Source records
------------------------------------
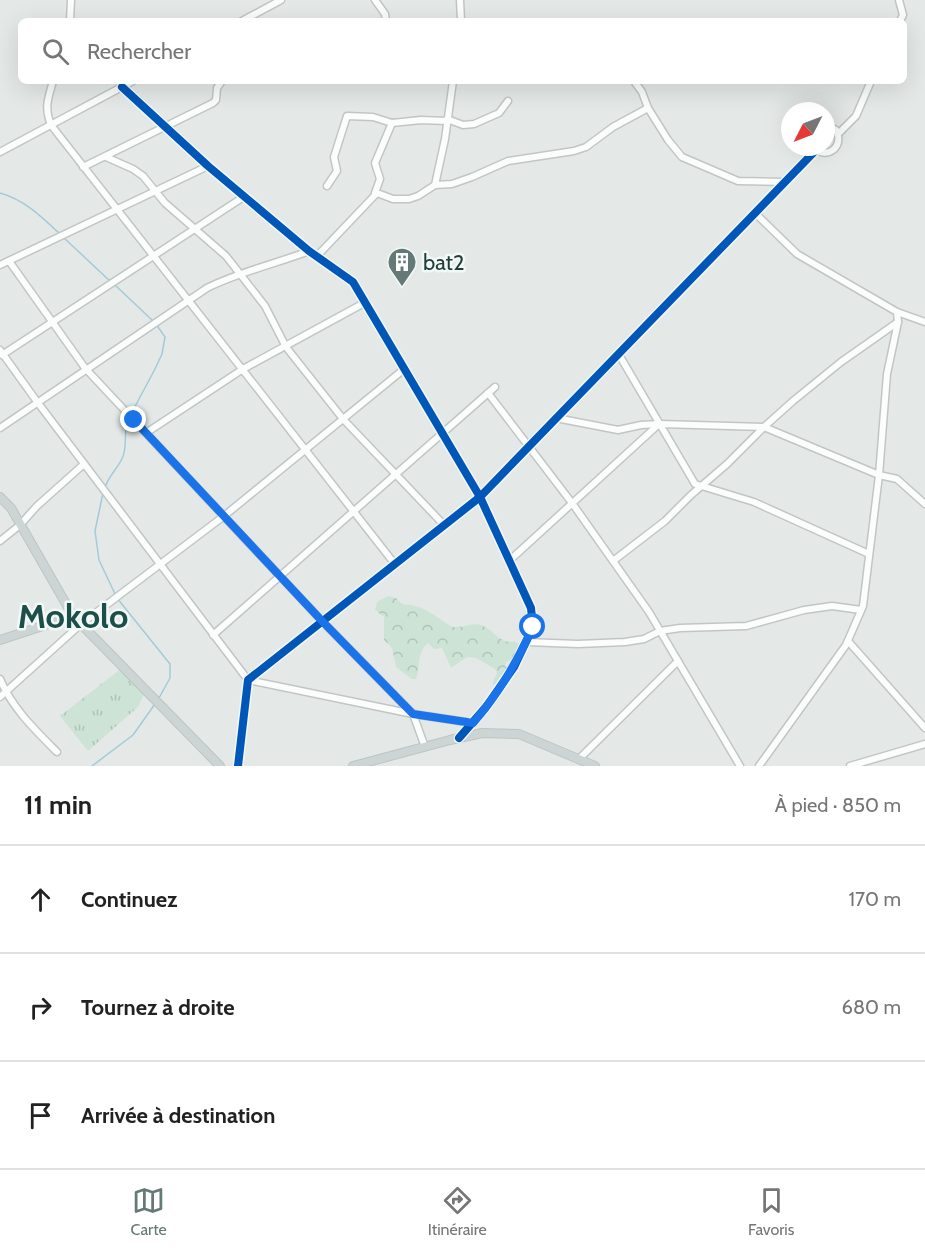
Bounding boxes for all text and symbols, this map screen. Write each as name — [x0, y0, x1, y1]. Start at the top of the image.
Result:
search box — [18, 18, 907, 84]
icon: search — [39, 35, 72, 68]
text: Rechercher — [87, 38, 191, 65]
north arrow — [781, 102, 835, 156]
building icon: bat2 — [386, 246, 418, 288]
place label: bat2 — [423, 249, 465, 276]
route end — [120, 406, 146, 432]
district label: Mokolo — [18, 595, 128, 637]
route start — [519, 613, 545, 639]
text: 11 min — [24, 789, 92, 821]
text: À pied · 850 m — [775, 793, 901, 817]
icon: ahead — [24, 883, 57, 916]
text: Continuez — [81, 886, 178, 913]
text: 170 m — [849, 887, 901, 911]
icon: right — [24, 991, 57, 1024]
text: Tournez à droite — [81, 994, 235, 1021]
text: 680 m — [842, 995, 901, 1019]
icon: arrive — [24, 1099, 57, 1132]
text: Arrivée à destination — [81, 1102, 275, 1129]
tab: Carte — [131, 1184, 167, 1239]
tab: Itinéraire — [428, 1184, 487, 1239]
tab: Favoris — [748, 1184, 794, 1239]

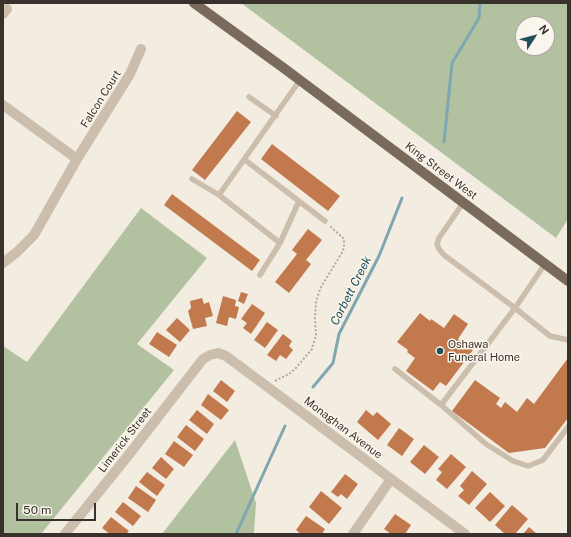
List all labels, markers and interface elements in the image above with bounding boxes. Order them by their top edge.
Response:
------------------------------------
WORK INSTRUCTION
Please set down the records exactly, and keep every image out of the copy.

ANSWER SECTION
Bounding boxes for all text and symbols, this map screen. Write each as name — [x0, y0, x1, y1]. Start at the top of the image.
Result:
search box — [18, 18, 907, 84]
icon: search — [39, 35, 72, 68]
text: Rechercher — [87, 38, 191, 65]
north arrow — [781, 102, 835, 156]
building icon: bat2 — [386, 246, 418, 288]
place label: bat2 — [423, 249, 465, 276]
route end — [120, 406, 146, 432]
district label: Mokolo — [18, 595, 128, 637]
route start — [519, 613, 545, 639]
text: 11 min — [24, 789, 92, 821]
text: À pied · 850 m — [775, 793, 901, 817]
icon: ahead — [24, 883, 57, 916]
text: Continuez — [81, 886, 178, 913]
text: 170 m — [849, 887, 901, 911]
icon: right — [24, 991, 57, 1024]
text: Tournez à droite — [81, 994, 235, 1021]
text: 680 m — [842, 995, 901, 1019]
icon: arrive — [24, 1099, 57, 1132]
text: Arrivée à destination — [81, 1102, 275, 1129]
tab: Carte — [131, 1184, 167, 1239]
tab: Itinéraire — [428, 1184, 487, 1239]
tab: Favoris — [748, 1184, 794, 1239]

List all labels, markers and interface elements in the image above with bounding boxes. Order them by their top edge.
Response:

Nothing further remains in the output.